Nothing but the lines below, from the first through the line containing "0 8px,transparent 0", should be set down, each one exactly and without pictures.

Recorded data

# # # # # # #

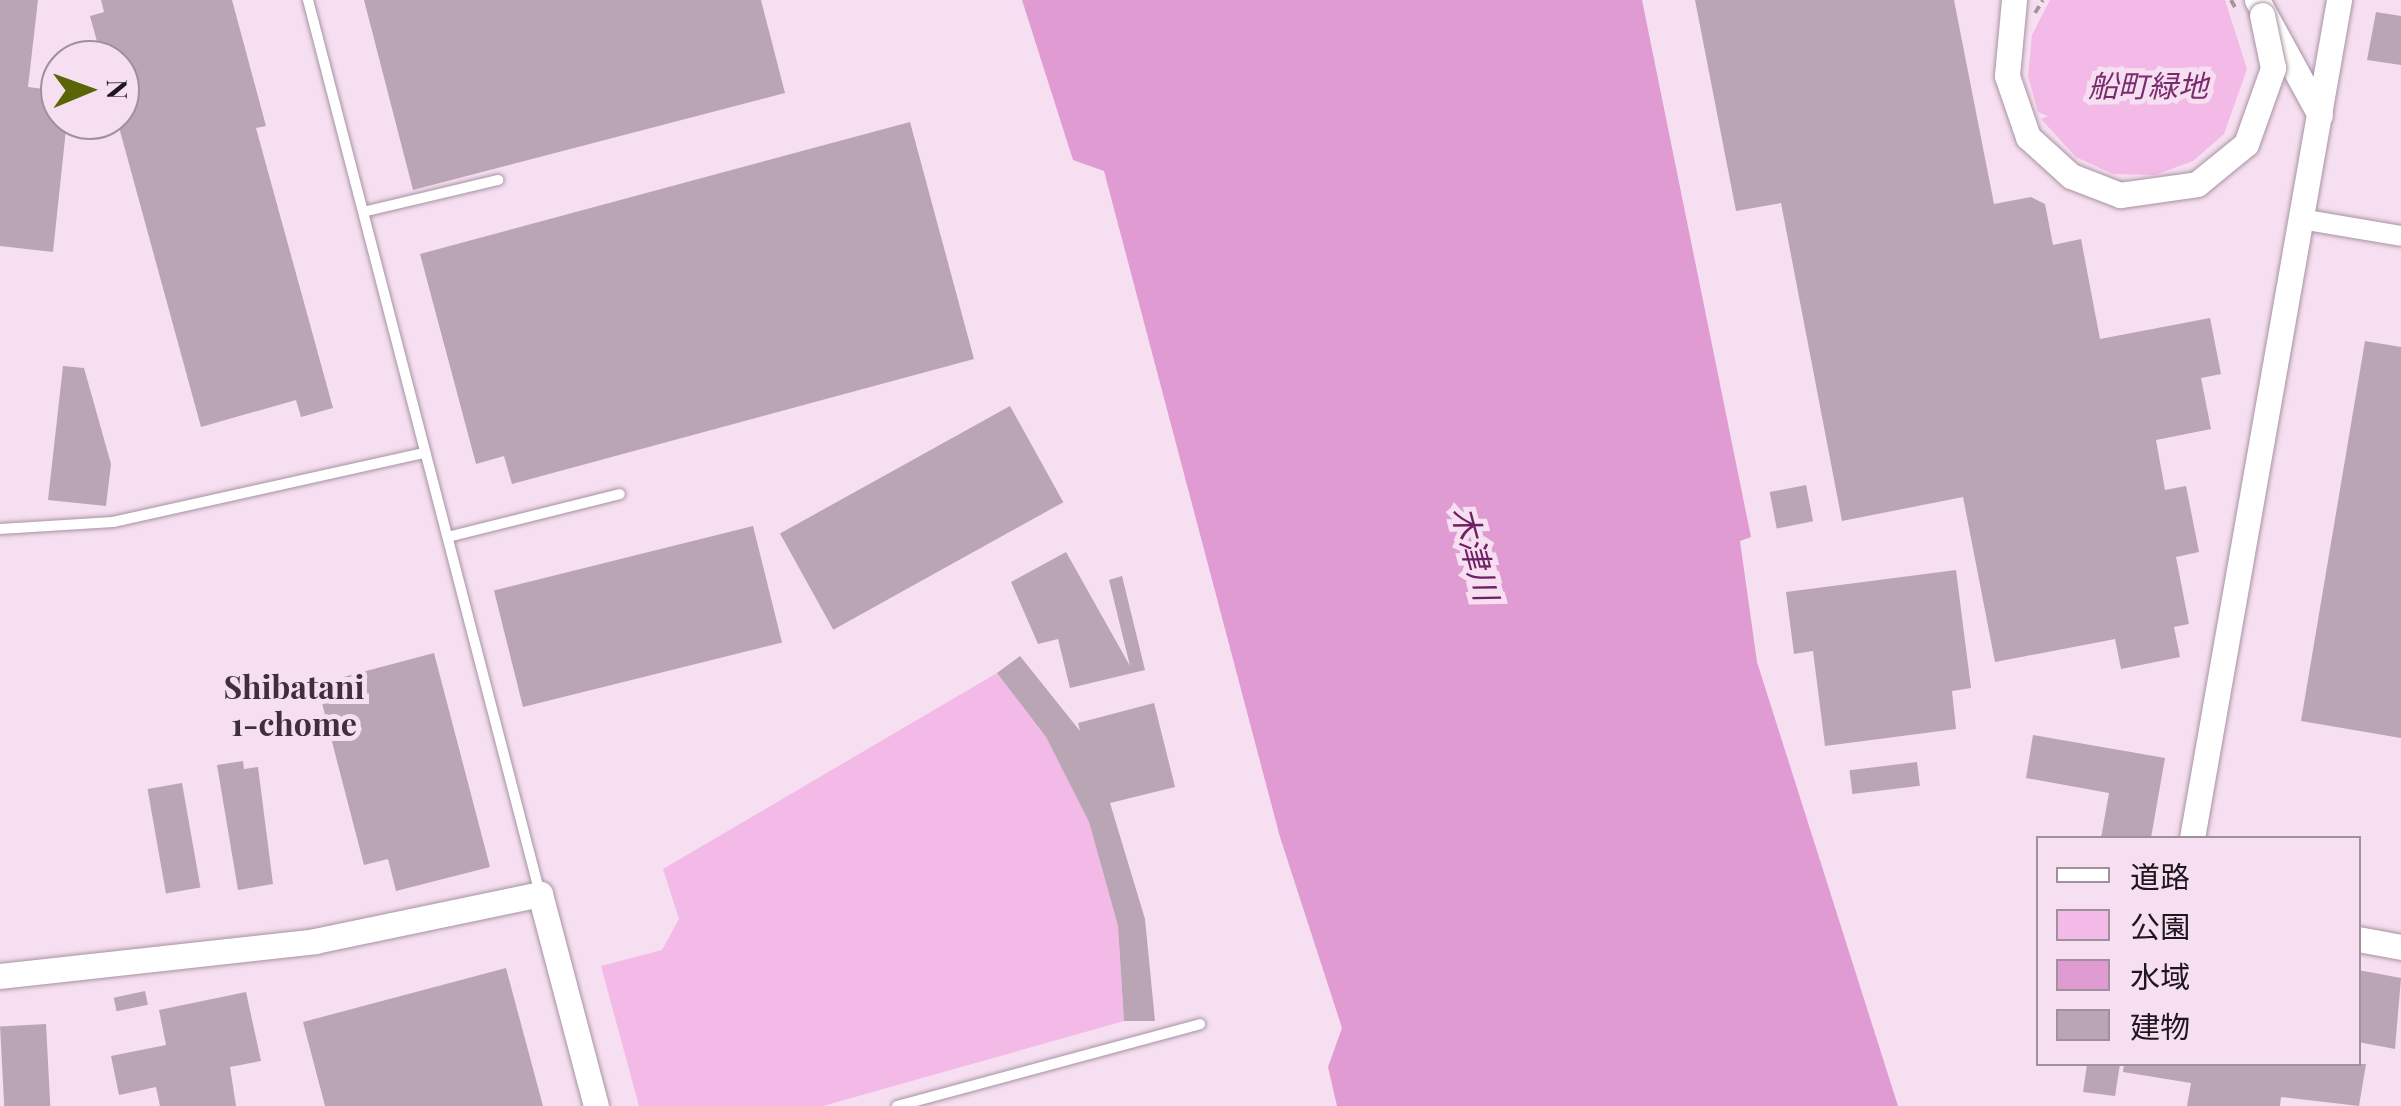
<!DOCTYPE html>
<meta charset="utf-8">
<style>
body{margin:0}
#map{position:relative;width:2401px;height:1106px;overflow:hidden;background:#f6dff0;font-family:"Playfair Display","Noto Sans JP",serif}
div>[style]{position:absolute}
.green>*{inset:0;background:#f3b9e7}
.water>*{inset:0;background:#e09bd2}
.building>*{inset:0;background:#baa5b5;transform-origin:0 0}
.path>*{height:4px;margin-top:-2px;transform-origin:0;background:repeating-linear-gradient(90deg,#a795a2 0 8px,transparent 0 13px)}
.roads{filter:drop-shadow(0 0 2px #a793a3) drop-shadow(0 0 2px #a793a3)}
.service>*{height:10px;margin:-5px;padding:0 5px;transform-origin:5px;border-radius:5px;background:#fff}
.minor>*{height:20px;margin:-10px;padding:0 10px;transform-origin:10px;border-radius:10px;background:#fff}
.tertiary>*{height:25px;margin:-12.5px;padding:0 12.5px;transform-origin:12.5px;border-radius:12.5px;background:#fff}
.bridges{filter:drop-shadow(0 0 2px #a793a3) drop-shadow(0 0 2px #a793a3)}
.tertiary-bridge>*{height:25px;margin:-12.5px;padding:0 12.5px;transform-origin:12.5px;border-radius:12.5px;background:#fff}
span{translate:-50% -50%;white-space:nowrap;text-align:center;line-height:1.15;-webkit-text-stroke:10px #f6dff0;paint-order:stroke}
.park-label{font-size:30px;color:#7a2b6e;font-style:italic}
.water-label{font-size:32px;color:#6f2064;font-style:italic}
.neighbourhood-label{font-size:32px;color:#3f2e3b;font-weight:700}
.legend{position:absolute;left:2036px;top:836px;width:325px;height:230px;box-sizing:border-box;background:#f6dff0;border:2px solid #a08f9c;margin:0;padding:12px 18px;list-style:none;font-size:30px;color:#1f171d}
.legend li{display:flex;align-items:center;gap:20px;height:50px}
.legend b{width:50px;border:2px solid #a08f9c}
.north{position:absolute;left:40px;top:40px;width:100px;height:100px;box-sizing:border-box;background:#f6dff0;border:2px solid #a08f9c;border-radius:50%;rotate:89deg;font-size:28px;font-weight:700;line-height:40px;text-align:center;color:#1f171d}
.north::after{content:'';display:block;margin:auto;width:35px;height:45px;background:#5a6508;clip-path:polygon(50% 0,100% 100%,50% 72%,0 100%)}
</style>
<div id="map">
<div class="green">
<i style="clip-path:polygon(2050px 0,2225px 0,2247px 69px,2224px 134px,2193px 161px,2155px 175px,2113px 174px,2076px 157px,2041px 119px,2048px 116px,2038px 112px,2028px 76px,2032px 35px)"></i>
<i style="clip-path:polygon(997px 673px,1046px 737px,1089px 822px,1118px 926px,1124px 1021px,823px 1106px,639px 1106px,601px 966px,662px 950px,679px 919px,663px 869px)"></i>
</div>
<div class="water">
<i style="clip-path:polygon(1022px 0,1642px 0,1751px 537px,1740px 541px,1757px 662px,1898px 1106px,1337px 1106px,1328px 1067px,1342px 1028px,1280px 837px,1104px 171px,1073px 160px)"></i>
</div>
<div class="building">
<i style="clip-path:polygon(0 0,38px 0,28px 87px,60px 91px,67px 120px,53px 252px,0 246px)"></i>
<i style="clip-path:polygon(101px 0,232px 0,266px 126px,256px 128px,333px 408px,301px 417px,296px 400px,201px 427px,117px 120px,120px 60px,102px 60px,90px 16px,104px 12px)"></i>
<i style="clip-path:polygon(364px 0,761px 0,785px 93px,413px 190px)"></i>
<i style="clip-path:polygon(1695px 0,1954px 0,1994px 204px,2031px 197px,2045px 204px,2053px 245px,2081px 239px,2100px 339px,2210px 318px,2221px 374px,2201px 378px,2211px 429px,2156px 440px,2165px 490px,2186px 486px,2199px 552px,2176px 557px,2189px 624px,2174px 627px,2180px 657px,2121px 669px,2115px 639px,1995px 662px,1963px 497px,1842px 521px,1781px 203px,1736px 211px)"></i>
<i style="clip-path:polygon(2376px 12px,2401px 16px,2401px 65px,2367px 60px)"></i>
<i style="clip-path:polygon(910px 122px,974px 359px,512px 484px,504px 456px,476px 464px,420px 254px)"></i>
<i style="clip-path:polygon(2365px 341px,2401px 347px,2401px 738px,2301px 721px)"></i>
<i style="clip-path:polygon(63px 366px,84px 368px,111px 464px,106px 506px,48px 500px)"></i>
<i style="left:1010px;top:406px;width:110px;height:263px;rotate:61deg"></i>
<i style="left:1806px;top:485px;width:37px;height:37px;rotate:79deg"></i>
<i style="left:753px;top:526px;width:120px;height:267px;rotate:76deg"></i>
<i style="clip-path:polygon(1066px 552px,1130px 666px,1109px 580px,1122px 576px,1145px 670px,1070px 688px,1058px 639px,1038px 644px,1011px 582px)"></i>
<i style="clip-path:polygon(1956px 570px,1971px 688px,1952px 691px,1956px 729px,1825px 746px,1813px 651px,1794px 654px,1786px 592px)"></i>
<i style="clip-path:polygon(434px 653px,490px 867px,396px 891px,388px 859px,364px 865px,317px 684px)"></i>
<i style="clip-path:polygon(1020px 656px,1080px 731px,1078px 723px,1154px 703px,1175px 787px,1110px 803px,1145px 919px,1155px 1021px,1124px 1021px,1118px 926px,1089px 822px,1046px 737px,997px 673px)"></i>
<i style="clip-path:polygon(2033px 735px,2165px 758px,2151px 838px,2101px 838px,2109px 793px,2026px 778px)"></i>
<i style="clip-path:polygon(243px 761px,244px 769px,258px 767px,273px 884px,238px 890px,217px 765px)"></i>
<i style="left:1917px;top:762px;width:24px;height:68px;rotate:83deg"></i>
<i style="left:182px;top:783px;width:106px;height:35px;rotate:80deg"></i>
<i style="clip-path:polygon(506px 968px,543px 1106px,325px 1106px,303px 1022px)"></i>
<i style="clip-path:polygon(2358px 970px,2401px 978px,2395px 1049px,2358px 1042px)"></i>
<i style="left:145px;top:991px;width:14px;height:32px;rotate:78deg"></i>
<i style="clip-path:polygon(246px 992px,261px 1061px,230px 1067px,236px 1106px,160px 1106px,156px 1087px,119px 1095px,111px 1056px,166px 1045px,159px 1010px)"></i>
<i style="left:46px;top:1024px;width:82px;height:46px;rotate:87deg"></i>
<i style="clip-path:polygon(2087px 1064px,2120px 1064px,2115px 1096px,2083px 1092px)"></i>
<i style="clip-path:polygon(2124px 1064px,2366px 1064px,2359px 1106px,2281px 1097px,2280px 1106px,2187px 1106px,2191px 1083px,2123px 1072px)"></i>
</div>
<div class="path">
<i style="left:2231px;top:0;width:13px;rotate:61deg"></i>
<i style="left:2035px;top:13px;width:15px;rotate:-58deg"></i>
</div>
<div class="roads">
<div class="service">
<i style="left:308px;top:0;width:924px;rotate:75.45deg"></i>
<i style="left:367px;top:211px;width:135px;rotate:-13.3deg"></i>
<i style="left:0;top:529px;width:113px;rotate:-3.5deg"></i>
<i style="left:113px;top:522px;width:320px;rotate:-12.5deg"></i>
<i style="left:448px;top:537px;width:177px;rotate:-14deg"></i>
<i style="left:897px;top:1106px;width:314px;rotate:-15.1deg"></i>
</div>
<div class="minor">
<i style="left:2301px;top:219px;width:101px;rotate:9.6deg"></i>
</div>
<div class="tertiary">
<i style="left:2257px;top:0;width:131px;rotate:61.3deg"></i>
<i style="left:2192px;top:838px;width:851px;rotate:-80.05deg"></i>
<i style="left:2358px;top:939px;width:44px;rotate:10.5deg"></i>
<i style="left:0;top:976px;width:317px;rotate:-6.3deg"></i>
<i style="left:315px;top:941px;width:230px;rotate:-11.8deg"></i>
<i style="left:540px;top:894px;width:219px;rotate:75.2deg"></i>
</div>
</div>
<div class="bridges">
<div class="tertiary-bridge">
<i style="left:2014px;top:0;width:76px;rotate:95.3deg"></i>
<i style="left:2007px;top:76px;width:65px;rotate:71deg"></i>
<i style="left:2028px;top:137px;width:58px;rotate:42.2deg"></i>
<i style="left:2071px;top:176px;width:53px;rotate:21.2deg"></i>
<i style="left:2120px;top:195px;width:78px;rotate:-8.1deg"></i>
<i style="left:2197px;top:184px;width:63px;rotate:-39.2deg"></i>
<i style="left:2246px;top:144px;width:81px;rotate:-70.4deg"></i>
<i style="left:2273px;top:68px;width:54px;rotate:-101.7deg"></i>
</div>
</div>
<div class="park-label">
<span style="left:2148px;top:85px">船町緑地</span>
</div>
<div class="water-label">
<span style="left:1476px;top:553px;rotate:75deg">木津川</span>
</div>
<div class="neighbourhood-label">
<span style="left:294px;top:705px">Shibatani<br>1-chome</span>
</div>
<ul class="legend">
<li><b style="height:12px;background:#fff"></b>道路</li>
<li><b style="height:28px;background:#f3b9e7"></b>公園</li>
<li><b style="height:28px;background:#e09bd2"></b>水域</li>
<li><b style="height:28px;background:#baa5b5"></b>建物</li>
</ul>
<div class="north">N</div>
</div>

# # # # # # #

**RESULT**:
<!DOCTYPE html>
<meta charset="utf-8">
<style>
body{margin:0}
#map{position:relative;width:2401px;height:1106px;overflow:hidden;background:#f6dff0;font-family:"Playfair Display","Noto Sans JP",serif}
div>[style]{position:absolute}
.green>*{inset:0;background:#f3b9e7}
.water>*{inset:0;background:#e09bd2}
.building>*{inset:0;background:#baa5b5;transform-origin:0 0}
.path>*{height:4px;margin-top:-2px;transform-origin:0;background:repeating-linear-gradient(90deg,#a795a2 0 8px,transparent 0 13px)}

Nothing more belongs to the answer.